Parents are to blame if child is a fussy eater – but not for the reason you think

Children's fussy eating habits study
Children's fussy eating habits study

Parents often berate themselves for raising a fussy child but a study has found that disdain for certain foods is genetic.

Three-quarters of a child’s hatred for certain foods can be blamed on the genes they inherit from their parents, a UCL study reveals, with environmental and social factors responsible for other picky eating tendencies.

A long-running study on 2,400 pairs of twins gathered information from parents about their food preferences as the two children grew up.

Genetics accounted for 60 per cent of fussiness at 16 months old, the scientists found, rising to 74 per cent between ages three and 13.

Food fussiness often lends itself to selectivity for certain textures or tastes and a reluctance to branch out into different cuisines.

“Food fussiness is common among children and can be a major source of anxiety for parents and caregivers, who often blame themselves for this behaviour or are blamed by others,” said study lead author Dr Zeynep Nas from UCL.

“We hope our finding that fussy eating is largely innate may help to alleviate parental blame. This behaviour is not a result of parenting.

“Our study also shows that fussy eating is not necessarily just a ‘phase’, but may follow a persistent trajectory.”

Genes play a big role in picky eating

The study looked at how picky pairs of twins were at dinnertime and analysed the variation between them. They then compared fraternal twins to identical twins to see if the eating patterns were different.

They found that identical twins were much more likely to not eat the same foods than fraternal twins.

Identical twins, which come from one fertilised egg, share 100 per cent of the same DNA but non-identical pairs, which come from two eggs, have 50 per cent of the same DNA, just like normal siblings.

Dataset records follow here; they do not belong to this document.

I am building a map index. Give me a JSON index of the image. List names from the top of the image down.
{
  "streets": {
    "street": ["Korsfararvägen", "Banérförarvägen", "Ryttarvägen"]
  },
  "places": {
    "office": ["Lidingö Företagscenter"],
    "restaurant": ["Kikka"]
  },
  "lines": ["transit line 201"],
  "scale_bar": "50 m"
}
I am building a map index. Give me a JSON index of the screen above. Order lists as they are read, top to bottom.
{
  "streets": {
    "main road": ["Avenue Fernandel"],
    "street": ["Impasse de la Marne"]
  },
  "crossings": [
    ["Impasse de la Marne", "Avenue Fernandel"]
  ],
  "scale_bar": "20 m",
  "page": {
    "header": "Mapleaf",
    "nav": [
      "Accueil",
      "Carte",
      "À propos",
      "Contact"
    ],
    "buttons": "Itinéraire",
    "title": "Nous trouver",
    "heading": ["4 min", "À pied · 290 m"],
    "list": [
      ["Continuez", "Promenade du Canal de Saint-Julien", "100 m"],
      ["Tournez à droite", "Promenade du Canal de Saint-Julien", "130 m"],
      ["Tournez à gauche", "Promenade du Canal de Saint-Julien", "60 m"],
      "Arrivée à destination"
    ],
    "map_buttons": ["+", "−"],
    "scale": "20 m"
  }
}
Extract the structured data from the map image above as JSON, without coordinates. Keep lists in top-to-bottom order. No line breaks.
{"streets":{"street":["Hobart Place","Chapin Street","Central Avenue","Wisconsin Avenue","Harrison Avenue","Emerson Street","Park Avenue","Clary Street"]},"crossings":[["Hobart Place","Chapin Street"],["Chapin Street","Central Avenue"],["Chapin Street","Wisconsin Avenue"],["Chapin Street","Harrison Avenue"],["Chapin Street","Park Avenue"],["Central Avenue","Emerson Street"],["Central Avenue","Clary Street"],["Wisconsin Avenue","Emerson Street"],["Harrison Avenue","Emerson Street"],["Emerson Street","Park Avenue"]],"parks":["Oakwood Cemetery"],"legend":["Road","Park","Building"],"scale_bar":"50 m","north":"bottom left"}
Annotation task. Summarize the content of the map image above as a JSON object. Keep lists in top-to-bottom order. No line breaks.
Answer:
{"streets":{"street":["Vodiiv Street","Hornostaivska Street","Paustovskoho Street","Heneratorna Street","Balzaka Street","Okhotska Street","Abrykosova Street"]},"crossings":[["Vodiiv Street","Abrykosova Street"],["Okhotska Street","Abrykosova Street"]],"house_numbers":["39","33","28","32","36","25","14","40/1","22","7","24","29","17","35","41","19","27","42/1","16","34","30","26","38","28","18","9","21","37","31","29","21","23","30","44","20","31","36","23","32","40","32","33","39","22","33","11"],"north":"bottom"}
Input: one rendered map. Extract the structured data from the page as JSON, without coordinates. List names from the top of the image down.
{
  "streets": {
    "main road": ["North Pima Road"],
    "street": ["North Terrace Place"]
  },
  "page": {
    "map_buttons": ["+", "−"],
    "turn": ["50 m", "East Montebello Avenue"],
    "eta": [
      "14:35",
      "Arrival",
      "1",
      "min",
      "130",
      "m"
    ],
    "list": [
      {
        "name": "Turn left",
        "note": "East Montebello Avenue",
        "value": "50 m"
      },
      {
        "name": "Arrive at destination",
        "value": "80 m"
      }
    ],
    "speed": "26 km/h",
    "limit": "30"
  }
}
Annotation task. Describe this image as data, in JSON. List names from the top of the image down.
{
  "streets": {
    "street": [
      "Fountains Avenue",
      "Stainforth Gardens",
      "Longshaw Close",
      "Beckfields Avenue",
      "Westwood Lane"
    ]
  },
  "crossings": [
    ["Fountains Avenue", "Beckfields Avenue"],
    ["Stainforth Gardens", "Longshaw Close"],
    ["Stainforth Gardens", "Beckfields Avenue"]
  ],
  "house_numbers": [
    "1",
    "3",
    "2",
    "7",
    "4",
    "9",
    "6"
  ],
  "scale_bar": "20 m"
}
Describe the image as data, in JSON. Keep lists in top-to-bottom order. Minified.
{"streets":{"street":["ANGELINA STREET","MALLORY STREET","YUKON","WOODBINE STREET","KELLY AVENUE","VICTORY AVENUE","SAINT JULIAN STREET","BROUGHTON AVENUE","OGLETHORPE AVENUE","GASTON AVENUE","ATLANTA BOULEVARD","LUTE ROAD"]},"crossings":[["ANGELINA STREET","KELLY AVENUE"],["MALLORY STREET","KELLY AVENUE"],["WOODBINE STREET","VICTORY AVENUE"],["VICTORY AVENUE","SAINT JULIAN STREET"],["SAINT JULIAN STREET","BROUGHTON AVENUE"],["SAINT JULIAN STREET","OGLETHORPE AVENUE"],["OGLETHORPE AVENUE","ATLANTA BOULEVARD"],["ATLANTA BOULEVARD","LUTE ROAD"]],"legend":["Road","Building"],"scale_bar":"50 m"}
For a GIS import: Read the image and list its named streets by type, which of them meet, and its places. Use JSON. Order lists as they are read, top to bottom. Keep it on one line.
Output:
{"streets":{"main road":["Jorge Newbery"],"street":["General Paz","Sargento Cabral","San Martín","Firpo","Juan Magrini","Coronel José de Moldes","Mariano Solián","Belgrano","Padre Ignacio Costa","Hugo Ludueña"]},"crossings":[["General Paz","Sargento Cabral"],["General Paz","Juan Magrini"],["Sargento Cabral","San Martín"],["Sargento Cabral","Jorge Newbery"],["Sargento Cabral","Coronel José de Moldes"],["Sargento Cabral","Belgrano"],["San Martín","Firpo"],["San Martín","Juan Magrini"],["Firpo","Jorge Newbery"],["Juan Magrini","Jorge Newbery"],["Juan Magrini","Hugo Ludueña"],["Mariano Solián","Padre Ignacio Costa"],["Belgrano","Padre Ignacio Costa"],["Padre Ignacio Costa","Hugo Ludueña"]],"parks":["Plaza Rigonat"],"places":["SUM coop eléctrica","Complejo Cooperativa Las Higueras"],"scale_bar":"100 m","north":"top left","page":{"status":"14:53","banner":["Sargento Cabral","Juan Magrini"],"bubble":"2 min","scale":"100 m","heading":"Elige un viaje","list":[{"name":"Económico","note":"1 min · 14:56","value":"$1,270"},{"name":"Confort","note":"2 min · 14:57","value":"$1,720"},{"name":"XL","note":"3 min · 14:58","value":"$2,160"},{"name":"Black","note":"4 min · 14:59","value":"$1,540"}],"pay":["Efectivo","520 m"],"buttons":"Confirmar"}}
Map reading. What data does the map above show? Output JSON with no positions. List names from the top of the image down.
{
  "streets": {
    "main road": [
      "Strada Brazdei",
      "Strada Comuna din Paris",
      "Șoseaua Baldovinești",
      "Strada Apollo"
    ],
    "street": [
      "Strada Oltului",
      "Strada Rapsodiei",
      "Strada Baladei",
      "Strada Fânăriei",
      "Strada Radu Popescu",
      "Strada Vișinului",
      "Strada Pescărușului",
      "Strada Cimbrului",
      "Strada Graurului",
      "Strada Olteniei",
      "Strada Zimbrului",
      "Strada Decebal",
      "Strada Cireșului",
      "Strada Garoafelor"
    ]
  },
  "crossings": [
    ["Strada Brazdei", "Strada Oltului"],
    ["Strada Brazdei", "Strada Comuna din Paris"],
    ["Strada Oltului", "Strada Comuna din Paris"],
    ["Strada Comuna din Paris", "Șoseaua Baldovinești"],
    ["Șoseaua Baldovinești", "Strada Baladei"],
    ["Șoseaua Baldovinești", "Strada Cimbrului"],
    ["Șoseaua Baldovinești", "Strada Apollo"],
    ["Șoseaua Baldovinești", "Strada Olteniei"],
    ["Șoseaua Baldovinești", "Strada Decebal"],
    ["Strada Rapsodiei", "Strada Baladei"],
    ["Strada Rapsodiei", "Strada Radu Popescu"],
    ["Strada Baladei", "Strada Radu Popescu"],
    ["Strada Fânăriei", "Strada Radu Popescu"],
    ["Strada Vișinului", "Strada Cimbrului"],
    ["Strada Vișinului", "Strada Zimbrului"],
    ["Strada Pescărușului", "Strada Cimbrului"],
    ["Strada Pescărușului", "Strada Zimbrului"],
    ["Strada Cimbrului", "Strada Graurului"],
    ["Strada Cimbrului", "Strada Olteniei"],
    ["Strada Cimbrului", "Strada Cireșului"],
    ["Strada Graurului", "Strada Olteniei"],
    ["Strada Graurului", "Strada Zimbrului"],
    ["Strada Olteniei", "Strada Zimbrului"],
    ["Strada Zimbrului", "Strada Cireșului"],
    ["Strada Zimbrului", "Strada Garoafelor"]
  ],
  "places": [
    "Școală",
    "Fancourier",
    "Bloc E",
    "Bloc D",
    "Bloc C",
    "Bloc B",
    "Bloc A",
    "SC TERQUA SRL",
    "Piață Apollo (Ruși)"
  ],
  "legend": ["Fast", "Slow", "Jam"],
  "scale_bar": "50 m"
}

This indicates that genes play a big role in picky eating, the study authors state. However, as children grow up their eating patterns change and twins become more unique, data shows.

Scientists suggest that this shows that environmental factors become more influential than genetics in dictating what foods people eat and like as they grow up.

“Although fussy eating has a strong genetic component and can extend beyond early childhood, this doesn’t mean it is fixed,” said Dr Alison Fildes, study senior author, from the University of Leeds.

“Parents can continue to support their children to eat a wide variety of foods throughout childhood and into adolescence, but peers and friends might become a more important influence on children’s diets as they reach their teens.”

The paper is published in the Journal of Child Psychology & Psychiatry.